**EXERCISE INSTRUCTIONS**
Go through the records and report each line holding the string "building".

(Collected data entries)
[Start of Attachment]

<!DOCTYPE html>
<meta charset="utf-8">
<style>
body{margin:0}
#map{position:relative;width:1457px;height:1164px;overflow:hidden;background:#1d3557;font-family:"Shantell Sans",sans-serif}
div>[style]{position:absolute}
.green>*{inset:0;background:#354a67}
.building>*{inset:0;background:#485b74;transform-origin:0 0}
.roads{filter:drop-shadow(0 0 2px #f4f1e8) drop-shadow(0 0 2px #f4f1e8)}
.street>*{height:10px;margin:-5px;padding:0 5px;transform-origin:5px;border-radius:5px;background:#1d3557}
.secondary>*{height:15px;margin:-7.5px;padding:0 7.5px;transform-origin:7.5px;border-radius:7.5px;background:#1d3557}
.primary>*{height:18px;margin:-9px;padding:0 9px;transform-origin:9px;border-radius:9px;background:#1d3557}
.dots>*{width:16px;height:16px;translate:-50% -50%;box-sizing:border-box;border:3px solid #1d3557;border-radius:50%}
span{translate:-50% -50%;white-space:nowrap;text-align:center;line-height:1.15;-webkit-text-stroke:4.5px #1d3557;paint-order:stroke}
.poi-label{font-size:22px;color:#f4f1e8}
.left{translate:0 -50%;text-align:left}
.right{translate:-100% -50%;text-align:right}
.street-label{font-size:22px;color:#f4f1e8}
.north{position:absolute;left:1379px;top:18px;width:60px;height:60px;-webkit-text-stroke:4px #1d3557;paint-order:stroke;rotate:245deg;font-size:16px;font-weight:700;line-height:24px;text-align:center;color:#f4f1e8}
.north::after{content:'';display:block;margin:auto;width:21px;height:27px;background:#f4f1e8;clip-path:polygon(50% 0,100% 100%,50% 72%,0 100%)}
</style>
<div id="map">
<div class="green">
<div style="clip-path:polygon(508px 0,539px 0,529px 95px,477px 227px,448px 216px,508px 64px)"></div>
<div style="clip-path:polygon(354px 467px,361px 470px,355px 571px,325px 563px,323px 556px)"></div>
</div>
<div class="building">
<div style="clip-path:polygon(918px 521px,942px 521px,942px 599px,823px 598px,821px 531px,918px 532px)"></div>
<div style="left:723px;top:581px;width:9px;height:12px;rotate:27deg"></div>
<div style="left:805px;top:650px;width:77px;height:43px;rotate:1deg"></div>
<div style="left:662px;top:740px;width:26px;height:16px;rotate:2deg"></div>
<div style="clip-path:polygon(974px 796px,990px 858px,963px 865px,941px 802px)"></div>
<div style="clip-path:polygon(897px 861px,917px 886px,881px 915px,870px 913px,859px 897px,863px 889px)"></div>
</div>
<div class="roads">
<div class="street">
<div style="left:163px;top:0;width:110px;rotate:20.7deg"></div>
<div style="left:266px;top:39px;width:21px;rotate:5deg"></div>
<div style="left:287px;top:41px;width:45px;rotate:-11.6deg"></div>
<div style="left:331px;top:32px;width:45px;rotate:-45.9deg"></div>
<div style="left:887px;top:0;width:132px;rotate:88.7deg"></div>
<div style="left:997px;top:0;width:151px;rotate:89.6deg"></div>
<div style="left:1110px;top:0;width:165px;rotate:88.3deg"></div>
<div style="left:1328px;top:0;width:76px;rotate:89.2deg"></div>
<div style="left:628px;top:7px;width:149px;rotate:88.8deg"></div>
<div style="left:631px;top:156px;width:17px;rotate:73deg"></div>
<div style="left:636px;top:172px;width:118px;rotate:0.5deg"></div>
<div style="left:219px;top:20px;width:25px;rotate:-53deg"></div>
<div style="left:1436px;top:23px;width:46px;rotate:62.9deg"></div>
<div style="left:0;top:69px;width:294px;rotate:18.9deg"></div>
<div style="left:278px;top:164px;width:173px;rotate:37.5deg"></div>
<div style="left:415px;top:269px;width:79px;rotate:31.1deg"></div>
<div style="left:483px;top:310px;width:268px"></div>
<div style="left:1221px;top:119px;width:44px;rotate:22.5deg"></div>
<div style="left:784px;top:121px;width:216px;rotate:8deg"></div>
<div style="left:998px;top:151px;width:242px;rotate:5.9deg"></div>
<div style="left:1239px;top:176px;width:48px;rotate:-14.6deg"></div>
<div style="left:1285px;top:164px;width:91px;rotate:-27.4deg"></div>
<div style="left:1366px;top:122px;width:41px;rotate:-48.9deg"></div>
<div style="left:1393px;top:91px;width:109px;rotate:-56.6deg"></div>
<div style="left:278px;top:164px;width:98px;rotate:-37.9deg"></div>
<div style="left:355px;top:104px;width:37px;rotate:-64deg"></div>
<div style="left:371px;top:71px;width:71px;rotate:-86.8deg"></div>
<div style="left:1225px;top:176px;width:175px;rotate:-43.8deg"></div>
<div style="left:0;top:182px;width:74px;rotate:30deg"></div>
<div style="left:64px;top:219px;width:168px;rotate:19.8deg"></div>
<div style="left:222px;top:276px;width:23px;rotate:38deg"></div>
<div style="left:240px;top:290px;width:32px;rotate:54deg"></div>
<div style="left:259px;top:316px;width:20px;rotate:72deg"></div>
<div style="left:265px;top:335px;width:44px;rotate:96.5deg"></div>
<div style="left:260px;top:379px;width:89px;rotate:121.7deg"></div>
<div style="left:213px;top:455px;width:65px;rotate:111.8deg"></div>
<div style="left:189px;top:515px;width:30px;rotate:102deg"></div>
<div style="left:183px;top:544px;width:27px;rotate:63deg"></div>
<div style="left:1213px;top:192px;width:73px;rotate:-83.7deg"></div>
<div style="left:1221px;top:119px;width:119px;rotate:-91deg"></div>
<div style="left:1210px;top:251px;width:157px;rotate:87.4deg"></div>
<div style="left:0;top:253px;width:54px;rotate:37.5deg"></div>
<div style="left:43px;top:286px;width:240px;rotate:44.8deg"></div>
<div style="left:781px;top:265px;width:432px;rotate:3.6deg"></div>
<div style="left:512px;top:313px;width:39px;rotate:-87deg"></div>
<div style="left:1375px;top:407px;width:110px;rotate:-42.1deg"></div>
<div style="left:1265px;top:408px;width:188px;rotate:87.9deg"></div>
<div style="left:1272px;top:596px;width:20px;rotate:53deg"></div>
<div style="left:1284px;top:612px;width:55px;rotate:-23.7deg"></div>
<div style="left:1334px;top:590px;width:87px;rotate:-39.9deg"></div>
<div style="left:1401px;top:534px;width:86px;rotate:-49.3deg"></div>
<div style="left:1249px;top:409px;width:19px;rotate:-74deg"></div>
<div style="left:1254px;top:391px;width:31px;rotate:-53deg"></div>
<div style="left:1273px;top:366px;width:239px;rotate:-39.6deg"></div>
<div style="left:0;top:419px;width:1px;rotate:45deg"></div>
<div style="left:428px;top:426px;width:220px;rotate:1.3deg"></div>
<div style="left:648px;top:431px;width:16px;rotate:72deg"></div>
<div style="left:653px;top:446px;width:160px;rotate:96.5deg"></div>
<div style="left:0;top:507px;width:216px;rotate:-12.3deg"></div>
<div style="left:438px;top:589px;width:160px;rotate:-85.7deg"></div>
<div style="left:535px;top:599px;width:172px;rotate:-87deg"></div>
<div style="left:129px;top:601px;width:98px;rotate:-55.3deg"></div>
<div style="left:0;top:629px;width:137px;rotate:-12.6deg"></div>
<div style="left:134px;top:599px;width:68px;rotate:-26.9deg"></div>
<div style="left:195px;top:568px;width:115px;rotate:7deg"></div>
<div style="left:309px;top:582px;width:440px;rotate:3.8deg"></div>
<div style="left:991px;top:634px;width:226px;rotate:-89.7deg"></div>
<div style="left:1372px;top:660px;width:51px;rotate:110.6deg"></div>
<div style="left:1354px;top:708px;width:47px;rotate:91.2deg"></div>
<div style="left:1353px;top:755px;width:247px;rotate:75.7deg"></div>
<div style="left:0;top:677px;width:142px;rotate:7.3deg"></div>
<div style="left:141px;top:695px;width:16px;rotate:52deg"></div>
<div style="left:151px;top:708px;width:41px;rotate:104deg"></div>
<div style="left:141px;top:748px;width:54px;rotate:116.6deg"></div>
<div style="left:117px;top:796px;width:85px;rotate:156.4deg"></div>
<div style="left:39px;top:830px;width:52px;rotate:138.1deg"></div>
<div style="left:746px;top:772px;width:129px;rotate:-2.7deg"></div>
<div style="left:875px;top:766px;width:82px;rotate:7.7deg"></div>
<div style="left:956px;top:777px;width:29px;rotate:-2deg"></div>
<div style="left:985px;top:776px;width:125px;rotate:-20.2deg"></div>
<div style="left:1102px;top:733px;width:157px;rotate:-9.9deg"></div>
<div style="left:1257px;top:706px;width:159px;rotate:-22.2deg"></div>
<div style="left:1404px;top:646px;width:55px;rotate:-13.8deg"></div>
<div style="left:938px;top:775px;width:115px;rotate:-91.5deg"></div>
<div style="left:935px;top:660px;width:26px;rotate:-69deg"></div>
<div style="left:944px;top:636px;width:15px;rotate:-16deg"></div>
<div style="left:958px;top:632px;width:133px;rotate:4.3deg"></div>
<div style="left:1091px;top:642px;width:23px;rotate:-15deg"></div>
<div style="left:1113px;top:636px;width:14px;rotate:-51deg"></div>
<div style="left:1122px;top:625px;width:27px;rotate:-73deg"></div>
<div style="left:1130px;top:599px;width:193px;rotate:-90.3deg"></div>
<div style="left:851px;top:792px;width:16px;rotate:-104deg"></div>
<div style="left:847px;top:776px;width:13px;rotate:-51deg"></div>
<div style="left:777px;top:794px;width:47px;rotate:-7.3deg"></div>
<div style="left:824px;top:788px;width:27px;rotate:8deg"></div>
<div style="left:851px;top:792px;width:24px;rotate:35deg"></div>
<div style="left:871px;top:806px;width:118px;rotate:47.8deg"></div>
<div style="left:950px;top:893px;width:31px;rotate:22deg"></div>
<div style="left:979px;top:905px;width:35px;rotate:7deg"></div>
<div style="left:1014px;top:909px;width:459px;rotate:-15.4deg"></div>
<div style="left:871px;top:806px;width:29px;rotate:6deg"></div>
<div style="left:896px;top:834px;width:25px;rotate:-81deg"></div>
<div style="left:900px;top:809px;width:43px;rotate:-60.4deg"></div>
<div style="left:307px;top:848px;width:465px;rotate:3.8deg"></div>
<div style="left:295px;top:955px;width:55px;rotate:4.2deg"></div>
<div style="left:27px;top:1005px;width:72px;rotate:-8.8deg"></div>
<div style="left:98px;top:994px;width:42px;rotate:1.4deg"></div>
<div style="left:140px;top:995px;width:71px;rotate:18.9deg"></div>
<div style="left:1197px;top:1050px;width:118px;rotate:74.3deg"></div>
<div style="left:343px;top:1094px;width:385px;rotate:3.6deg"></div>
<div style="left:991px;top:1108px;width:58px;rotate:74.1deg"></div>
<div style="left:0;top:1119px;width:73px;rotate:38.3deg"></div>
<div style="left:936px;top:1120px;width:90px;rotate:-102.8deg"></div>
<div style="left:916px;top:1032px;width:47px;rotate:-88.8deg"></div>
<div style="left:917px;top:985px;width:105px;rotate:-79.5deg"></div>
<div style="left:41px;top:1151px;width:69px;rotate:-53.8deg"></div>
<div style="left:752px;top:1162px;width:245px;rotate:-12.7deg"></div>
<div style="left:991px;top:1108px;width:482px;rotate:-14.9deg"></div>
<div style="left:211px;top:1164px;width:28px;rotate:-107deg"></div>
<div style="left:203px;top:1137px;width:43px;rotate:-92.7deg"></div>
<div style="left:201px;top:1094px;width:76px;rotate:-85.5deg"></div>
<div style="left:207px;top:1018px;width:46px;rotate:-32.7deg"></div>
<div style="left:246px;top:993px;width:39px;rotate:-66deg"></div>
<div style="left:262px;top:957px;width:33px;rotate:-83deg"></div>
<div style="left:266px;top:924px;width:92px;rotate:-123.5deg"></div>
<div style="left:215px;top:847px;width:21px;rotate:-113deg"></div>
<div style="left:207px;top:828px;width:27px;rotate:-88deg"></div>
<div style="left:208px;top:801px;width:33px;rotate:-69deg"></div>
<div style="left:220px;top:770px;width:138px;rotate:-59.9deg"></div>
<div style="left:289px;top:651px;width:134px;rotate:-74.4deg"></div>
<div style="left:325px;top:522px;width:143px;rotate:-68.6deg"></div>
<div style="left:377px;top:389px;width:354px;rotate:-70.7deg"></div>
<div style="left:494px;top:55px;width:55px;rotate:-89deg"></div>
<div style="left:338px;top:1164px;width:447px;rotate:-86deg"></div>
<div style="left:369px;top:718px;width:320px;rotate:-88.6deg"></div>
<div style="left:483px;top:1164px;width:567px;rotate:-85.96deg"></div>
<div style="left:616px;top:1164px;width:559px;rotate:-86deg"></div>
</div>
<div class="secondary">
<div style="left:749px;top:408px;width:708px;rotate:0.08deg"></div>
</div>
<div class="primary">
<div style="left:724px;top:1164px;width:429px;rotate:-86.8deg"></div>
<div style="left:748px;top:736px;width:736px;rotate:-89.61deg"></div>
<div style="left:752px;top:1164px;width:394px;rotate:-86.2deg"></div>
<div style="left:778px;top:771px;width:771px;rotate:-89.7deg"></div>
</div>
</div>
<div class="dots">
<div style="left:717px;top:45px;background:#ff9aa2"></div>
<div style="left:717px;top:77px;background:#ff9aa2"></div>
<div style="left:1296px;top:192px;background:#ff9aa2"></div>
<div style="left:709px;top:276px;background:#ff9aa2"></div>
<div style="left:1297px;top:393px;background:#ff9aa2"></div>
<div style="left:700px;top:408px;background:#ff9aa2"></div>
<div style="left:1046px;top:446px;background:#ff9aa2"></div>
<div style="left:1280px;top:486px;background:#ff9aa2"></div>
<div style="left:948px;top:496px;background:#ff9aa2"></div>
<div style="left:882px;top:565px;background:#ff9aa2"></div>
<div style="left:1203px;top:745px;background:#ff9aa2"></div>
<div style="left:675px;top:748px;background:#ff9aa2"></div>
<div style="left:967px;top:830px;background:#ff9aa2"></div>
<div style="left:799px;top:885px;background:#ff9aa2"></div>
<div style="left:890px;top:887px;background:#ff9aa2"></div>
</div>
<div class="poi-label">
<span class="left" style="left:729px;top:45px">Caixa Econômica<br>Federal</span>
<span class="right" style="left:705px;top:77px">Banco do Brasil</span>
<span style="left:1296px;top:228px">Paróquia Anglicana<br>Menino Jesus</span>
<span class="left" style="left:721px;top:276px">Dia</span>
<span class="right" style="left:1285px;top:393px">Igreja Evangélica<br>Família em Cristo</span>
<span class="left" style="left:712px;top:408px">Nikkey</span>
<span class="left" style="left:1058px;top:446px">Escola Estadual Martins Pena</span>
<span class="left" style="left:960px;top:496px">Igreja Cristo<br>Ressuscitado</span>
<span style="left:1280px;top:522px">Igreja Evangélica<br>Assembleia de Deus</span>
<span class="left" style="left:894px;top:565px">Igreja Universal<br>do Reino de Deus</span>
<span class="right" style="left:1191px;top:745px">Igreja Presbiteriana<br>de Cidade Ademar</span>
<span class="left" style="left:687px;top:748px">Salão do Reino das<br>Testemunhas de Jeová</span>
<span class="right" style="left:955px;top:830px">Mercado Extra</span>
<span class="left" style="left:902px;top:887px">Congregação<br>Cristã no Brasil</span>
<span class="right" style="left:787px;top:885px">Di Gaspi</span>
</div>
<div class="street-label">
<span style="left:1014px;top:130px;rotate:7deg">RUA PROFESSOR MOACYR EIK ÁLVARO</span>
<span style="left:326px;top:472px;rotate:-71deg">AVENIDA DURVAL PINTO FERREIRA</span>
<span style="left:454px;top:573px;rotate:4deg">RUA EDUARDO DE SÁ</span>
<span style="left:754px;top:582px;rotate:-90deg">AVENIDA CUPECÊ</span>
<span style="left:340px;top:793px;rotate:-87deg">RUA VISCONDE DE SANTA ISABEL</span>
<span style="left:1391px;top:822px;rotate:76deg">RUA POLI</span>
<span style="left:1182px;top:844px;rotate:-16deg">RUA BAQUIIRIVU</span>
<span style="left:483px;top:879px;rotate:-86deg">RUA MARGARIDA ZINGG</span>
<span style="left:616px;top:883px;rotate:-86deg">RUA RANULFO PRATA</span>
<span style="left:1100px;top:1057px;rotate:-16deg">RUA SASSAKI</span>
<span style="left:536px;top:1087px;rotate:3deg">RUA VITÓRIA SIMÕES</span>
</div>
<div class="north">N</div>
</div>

[End of Attachment]

**EXERCISE OUTPUT**
.building>*{inset:0;background:#485b74;transform-origin:0 0}
<div class="building">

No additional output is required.